Savannah is more of a community unto itself. While there are “suburban sprawl” neighborhoods, namely the newer ones like Southbridge, the neighborhood I grew up in was not. My neighborhood was a ten minute drive from the middle of downtown. I lived on one of the islands closest to the beach. My neighborhood was one of the oldest to be built on Wilmington Island, a place called Wilmington Park. My house, in particular, was built in the early 1940s – one of the first on the Island. Within a 10 minute bike ride from my house, I could access a community pool, a playground, basketball courts, tennis courts, three grocery stores, a local barbershop, a nail salon, and the elementary school. There wasn’t much else needed growing up. My friends were close enough that I could walk to their houses, or at the very least, ride my bike. Growing up, there were a lot of older people, but a boom of kids my age. My next door neighbor and I went from kindergarten through eighth grade together. We were constantly playing together. Eight of us kids. We roamed the neighborhood – and felt safe doing so.
This was my house:
With growing up came the ability to venture further than the limiting walls of the neighborhood. Aside from Wilmington Park, I spent the majority of my time in downtown Savannah and Tybee Island. To begin with, Tybee Island is our beach. The locals run the island. The only major chain restaurant to set up camp – and actually thrive – was Arby’s. Other than that, local restaurants were the main attraction. You could walk down Butler Avenue and call almost everyone by name. Almost everyone in the Savannah/Tybee Island area is connected to another family you know, someway, somehow.

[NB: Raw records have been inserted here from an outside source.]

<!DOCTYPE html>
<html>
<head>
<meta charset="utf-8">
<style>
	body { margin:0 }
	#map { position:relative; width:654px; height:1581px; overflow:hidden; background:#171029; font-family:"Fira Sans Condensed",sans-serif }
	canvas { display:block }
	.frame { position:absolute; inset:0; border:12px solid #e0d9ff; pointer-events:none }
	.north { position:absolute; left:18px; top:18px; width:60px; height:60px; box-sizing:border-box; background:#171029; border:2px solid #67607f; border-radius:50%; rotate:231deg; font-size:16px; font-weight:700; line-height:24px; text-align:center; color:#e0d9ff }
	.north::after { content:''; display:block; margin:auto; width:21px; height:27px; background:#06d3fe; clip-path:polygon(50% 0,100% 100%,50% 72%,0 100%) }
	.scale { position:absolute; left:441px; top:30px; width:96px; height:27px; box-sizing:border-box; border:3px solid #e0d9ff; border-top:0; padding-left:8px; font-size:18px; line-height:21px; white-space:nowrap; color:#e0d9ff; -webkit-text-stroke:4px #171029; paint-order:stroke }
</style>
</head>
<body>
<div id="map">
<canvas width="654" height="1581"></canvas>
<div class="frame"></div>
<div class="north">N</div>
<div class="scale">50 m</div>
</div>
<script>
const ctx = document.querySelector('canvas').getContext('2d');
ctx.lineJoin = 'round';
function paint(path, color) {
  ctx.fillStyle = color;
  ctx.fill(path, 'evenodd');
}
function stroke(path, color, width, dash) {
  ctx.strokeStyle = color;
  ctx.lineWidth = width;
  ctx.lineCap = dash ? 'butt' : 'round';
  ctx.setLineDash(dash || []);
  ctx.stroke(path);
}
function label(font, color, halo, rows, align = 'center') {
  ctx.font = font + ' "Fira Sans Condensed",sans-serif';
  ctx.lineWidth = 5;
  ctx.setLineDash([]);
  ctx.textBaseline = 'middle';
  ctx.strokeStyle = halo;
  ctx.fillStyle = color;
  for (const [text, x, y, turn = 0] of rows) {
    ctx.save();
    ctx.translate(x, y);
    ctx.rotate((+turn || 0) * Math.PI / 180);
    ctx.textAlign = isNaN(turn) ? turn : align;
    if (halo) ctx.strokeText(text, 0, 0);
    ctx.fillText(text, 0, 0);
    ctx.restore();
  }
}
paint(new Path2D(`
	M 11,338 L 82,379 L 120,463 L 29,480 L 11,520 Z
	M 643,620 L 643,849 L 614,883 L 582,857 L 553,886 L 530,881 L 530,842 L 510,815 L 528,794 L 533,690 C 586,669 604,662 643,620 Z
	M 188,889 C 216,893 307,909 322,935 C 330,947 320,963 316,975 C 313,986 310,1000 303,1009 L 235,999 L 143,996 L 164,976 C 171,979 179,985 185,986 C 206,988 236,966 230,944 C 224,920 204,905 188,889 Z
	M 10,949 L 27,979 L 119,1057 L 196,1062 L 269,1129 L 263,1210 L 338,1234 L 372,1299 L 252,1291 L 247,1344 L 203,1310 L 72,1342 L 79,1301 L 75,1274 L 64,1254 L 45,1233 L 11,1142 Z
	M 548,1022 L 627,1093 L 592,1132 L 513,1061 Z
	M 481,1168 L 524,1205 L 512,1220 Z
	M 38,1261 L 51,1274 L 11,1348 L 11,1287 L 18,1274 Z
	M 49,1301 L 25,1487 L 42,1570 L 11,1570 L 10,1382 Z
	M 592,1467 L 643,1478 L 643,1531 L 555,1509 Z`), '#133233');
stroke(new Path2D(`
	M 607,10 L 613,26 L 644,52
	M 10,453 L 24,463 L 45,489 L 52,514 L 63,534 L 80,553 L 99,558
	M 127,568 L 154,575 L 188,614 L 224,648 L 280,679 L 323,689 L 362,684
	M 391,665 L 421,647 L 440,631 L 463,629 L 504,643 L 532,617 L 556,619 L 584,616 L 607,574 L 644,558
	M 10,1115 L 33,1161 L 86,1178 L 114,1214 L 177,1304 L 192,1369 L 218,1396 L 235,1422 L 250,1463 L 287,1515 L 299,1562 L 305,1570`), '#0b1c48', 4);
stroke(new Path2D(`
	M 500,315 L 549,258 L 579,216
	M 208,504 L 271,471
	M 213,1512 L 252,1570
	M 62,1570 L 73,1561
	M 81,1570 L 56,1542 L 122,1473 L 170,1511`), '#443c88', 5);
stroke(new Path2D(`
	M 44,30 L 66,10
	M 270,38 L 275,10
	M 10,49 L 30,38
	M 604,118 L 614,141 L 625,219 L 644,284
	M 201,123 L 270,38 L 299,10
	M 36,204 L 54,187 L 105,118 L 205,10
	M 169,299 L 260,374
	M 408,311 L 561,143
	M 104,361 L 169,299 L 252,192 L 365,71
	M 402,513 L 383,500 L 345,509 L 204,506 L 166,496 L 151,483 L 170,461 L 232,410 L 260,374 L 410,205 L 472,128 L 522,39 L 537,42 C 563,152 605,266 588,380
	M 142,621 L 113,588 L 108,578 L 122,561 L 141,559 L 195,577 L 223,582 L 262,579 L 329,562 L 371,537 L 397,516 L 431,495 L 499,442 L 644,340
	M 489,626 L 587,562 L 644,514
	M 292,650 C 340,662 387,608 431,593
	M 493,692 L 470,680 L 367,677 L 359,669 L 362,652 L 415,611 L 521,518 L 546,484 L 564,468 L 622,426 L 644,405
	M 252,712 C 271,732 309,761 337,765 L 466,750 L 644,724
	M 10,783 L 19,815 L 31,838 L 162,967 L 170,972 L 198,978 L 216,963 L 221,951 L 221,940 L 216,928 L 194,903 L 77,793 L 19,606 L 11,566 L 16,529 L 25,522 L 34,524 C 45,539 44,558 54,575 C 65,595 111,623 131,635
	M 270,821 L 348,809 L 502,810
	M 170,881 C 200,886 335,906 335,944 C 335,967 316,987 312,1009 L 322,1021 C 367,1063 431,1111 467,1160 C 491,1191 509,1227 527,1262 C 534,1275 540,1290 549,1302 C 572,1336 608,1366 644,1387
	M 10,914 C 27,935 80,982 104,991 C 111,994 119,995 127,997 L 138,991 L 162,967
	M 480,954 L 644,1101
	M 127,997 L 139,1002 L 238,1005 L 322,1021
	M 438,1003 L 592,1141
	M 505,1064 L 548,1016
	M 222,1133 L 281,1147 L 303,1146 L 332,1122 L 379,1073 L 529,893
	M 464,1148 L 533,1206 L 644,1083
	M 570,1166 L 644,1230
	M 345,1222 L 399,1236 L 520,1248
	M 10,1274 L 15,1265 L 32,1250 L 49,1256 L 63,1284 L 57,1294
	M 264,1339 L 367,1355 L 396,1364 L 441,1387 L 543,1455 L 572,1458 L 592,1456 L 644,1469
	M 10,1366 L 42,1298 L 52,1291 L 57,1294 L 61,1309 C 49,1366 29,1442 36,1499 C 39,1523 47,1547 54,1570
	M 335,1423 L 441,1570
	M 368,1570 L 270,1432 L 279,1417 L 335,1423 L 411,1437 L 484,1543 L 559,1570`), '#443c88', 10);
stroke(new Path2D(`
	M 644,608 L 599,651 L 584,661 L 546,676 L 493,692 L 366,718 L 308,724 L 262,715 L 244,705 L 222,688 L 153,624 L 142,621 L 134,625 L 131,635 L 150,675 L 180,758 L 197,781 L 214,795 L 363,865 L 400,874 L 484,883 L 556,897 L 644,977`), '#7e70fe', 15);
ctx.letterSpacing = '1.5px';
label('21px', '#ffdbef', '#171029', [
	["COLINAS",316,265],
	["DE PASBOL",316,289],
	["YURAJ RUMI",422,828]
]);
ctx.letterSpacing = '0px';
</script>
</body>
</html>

Downtown Savannah held the most importance to me. I went to a small, private, Catholic school in the middle of downtown, so we walked everywhere. Five, six, seven blocks was a short trip for us. The streets are lined with twenty-one public squares – green space open for all to use. These squares serve another purpose, though. They reduce the speed limit. In all my years in Savannah, I knew of two major accidents downtown. One in which the brakes locked up on a car and forced it into a square and another with a drunk driver. However, neither person was injured because the squares slowed the cars down. In downtown Savannah, townhomes are built right on the street and built around these squares which serve as almost a community yard. I worked downtown and walked everywhere. There were no chain restaurants. There were no big name department stores. Trolleys and horse-drawn are a very common site and a popular way for tourists to get around. You just don’t find these kinds of attributes in large cities and suburban sprawl.
Sometimes, I wish Savannah was more sprawl like. It may have been safer than walking around downtown Savannah. There would have been more to do as a child. But what we did do when I was little, was to explore different neighborhoods and all the different styles of housing - from ranch to old plantation to Spanish to structuralist. It was cool to experience different kinds of architecture and not just one, uniform style of building.